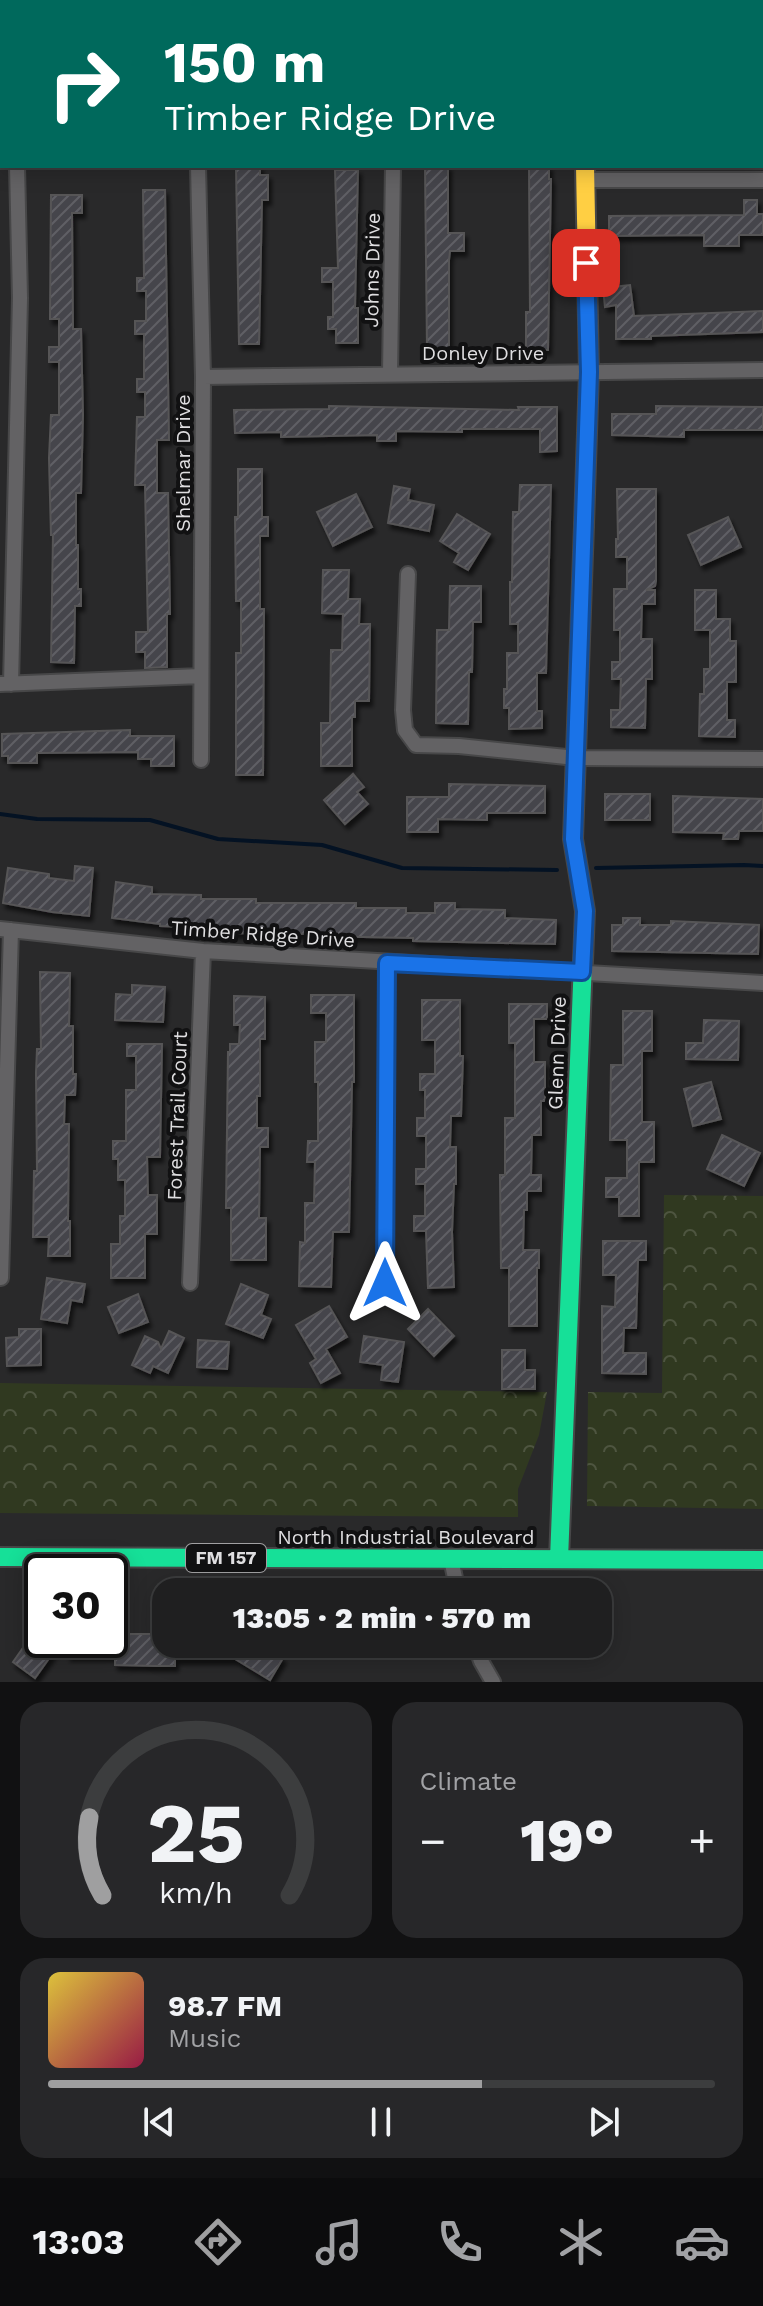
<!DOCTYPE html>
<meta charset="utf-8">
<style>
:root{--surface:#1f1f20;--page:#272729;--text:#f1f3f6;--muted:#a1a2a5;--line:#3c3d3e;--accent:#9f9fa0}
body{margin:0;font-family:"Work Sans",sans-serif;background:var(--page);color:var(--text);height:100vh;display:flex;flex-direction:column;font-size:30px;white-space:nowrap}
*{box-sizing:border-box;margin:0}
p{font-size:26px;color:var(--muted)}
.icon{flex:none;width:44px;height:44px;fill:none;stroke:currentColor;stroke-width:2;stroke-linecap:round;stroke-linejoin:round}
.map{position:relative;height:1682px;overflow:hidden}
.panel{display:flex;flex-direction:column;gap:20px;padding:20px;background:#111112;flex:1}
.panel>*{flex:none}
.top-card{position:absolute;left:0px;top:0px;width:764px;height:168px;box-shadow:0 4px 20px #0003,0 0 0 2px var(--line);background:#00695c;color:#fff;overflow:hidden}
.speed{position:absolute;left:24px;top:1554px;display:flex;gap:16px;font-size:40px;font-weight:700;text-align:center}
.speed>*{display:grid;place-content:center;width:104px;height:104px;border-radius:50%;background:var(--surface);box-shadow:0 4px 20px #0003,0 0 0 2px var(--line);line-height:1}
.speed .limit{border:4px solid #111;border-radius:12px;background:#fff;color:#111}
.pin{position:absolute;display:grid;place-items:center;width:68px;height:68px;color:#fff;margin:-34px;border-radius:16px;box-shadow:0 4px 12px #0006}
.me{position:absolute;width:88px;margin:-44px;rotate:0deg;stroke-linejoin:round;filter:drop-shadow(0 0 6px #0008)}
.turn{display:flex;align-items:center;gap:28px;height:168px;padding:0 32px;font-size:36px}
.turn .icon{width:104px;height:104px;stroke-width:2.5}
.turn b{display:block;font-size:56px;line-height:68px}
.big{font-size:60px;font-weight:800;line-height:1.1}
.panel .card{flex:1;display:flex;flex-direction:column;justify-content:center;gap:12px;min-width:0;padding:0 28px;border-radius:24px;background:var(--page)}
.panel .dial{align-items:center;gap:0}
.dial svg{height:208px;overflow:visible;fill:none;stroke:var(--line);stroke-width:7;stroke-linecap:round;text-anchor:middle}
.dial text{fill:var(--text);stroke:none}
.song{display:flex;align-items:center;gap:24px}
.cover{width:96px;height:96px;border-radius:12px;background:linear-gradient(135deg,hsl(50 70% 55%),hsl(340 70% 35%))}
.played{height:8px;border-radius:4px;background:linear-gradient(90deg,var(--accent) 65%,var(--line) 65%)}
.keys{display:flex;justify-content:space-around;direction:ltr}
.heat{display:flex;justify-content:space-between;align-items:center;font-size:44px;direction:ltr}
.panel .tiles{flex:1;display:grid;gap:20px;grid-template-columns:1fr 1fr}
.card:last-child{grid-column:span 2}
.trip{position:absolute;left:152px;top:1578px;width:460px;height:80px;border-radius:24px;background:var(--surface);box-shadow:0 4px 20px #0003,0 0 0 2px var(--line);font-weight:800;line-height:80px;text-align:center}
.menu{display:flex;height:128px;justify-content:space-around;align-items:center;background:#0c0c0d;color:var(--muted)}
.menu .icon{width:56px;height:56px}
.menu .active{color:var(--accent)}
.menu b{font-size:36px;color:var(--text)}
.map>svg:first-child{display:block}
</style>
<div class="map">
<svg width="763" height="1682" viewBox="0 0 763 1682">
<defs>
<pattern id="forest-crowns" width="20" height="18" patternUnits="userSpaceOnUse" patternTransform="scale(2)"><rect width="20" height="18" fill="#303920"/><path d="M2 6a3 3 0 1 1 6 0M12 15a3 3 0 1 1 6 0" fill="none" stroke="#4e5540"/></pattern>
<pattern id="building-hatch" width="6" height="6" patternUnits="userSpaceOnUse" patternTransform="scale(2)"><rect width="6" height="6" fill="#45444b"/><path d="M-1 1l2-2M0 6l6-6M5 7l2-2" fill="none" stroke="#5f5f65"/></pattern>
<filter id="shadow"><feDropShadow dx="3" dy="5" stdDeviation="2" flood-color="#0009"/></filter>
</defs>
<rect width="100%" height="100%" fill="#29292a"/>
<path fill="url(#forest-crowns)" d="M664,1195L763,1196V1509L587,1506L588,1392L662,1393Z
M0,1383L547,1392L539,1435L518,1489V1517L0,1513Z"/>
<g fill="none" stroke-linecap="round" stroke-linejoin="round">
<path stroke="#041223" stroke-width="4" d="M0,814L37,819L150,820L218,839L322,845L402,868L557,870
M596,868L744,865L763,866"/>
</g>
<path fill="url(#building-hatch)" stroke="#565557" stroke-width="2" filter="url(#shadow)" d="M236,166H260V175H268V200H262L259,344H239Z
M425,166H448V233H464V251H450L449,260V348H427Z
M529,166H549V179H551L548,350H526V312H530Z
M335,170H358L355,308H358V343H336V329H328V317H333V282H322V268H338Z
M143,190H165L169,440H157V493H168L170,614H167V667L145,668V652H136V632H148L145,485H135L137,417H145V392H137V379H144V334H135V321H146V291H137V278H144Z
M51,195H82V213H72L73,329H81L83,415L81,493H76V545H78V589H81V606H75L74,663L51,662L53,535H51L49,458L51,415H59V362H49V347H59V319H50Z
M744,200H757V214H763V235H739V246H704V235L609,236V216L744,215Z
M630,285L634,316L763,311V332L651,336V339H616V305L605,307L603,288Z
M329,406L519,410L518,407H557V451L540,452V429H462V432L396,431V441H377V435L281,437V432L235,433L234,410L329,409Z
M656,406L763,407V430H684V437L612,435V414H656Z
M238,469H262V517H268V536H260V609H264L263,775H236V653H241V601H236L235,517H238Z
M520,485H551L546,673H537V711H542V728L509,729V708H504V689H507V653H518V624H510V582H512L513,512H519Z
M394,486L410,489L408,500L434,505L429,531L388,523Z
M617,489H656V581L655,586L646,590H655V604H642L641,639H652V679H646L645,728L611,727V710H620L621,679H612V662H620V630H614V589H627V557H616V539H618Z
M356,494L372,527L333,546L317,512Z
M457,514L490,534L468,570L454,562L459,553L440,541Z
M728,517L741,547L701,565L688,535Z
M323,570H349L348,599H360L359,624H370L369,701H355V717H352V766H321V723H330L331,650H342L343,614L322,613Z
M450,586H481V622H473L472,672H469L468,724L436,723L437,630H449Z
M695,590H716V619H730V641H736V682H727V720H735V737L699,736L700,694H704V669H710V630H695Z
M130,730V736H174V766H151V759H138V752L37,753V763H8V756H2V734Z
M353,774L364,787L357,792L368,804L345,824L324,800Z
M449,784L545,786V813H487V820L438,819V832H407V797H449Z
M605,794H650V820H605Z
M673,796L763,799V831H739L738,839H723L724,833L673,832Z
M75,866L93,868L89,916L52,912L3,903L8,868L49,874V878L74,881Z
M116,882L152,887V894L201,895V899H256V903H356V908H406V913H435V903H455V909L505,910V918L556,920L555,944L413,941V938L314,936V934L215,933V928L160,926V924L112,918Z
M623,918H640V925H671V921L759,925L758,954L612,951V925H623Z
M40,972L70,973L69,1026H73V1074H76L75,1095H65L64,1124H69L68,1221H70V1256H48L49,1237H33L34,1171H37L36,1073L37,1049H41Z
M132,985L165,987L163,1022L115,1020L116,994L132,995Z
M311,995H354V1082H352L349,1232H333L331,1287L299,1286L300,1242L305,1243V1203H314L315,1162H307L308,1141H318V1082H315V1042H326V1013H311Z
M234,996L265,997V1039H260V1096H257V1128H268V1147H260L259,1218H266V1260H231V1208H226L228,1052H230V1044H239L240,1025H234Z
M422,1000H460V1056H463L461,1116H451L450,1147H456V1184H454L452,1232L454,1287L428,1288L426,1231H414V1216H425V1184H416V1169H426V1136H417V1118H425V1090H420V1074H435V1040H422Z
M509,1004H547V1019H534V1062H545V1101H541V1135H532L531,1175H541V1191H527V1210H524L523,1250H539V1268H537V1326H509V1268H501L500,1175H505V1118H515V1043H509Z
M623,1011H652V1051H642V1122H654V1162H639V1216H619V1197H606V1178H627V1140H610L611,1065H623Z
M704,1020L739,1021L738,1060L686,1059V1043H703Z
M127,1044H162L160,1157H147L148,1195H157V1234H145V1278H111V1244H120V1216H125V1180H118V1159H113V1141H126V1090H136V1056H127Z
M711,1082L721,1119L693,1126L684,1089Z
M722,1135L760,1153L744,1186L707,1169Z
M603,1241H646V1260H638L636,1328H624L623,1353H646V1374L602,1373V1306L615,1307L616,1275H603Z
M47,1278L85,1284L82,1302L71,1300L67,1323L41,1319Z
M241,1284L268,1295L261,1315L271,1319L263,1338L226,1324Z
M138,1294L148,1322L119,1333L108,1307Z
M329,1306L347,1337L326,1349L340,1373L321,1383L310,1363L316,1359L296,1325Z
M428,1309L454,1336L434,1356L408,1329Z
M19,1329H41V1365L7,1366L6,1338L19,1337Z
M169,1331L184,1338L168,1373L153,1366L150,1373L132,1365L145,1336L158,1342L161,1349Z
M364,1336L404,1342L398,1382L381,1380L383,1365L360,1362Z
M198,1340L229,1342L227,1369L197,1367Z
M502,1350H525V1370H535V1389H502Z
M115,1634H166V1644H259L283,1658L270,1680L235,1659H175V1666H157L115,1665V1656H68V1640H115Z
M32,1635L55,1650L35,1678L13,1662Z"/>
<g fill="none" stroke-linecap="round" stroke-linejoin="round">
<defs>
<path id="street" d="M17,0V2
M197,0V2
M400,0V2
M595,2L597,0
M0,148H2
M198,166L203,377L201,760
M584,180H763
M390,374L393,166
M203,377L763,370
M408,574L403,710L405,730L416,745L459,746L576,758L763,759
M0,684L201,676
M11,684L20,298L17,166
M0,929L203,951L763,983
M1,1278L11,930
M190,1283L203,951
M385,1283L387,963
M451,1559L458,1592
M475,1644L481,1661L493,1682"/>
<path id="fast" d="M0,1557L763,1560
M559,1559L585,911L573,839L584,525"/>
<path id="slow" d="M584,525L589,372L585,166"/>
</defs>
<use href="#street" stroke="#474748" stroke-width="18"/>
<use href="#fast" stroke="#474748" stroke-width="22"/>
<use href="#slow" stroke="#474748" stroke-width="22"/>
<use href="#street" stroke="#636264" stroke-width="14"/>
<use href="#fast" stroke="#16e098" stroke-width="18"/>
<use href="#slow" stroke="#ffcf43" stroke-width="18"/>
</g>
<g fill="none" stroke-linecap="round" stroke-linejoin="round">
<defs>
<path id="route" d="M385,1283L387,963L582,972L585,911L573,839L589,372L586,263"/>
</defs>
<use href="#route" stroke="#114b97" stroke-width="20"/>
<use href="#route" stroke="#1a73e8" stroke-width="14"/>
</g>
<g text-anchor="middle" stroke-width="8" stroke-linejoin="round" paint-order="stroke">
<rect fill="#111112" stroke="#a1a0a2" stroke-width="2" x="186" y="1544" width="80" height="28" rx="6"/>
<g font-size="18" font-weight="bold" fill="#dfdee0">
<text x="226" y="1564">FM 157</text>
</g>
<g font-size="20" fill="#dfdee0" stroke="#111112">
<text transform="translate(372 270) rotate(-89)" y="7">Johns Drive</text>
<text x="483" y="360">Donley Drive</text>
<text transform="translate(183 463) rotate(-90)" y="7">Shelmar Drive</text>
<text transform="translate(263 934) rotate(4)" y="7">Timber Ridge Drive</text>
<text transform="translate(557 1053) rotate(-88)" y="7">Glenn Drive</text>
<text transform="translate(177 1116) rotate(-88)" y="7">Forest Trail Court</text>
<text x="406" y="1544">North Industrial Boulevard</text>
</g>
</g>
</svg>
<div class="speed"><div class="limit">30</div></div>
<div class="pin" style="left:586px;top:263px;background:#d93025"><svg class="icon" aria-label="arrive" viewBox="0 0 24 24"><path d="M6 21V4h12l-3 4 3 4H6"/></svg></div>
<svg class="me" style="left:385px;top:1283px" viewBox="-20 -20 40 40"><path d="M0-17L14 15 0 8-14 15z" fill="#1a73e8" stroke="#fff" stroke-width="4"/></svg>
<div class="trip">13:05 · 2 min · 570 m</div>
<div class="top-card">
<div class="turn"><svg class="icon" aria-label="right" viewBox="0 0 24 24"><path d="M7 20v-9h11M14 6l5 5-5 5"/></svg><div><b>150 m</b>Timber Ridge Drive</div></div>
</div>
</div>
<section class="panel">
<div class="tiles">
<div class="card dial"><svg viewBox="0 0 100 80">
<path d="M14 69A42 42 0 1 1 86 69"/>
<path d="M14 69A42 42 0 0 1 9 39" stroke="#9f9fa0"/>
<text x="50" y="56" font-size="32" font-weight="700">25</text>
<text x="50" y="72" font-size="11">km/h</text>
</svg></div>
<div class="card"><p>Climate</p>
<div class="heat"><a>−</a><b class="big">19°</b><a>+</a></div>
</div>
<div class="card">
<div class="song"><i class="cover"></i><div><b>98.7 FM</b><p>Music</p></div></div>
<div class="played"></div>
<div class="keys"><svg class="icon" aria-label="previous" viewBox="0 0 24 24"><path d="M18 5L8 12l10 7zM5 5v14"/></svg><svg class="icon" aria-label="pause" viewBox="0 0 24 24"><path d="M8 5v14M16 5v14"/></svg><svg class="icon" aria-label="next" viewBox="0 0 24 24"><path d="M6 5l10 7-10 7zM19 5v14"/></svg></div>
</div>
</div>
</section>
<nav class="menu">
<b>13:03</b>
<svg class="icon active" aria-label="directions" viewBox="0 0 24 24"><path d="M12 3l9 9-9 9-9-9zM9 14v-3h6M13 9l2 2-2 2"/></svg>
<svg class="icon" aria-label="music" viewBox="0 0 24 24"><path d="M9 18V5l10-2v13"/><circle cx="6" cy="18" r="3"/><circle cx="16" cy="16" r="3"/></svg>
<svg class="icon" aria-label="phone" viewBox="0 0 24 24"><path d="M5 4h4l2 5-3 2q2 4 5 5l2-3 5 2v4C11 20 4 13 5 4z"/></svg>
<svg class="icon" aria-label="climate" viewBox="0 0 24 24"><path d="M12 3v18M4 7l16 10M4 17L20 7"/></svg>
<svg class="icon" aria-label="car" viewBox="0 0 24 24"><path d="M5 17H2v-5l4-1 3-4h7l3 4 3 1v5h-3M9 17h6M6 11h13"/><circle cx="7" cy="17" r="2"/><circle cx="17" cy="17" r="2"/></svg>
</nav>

**Work task**. Gather each line of the listing containing the word "song" and show it.

**Reply**.
.song{display:flex;align-items:center;gap:24px}
<div class="song"><i class="cover"></i><div><b>98.7 FM</b><p>Music</p></div></div>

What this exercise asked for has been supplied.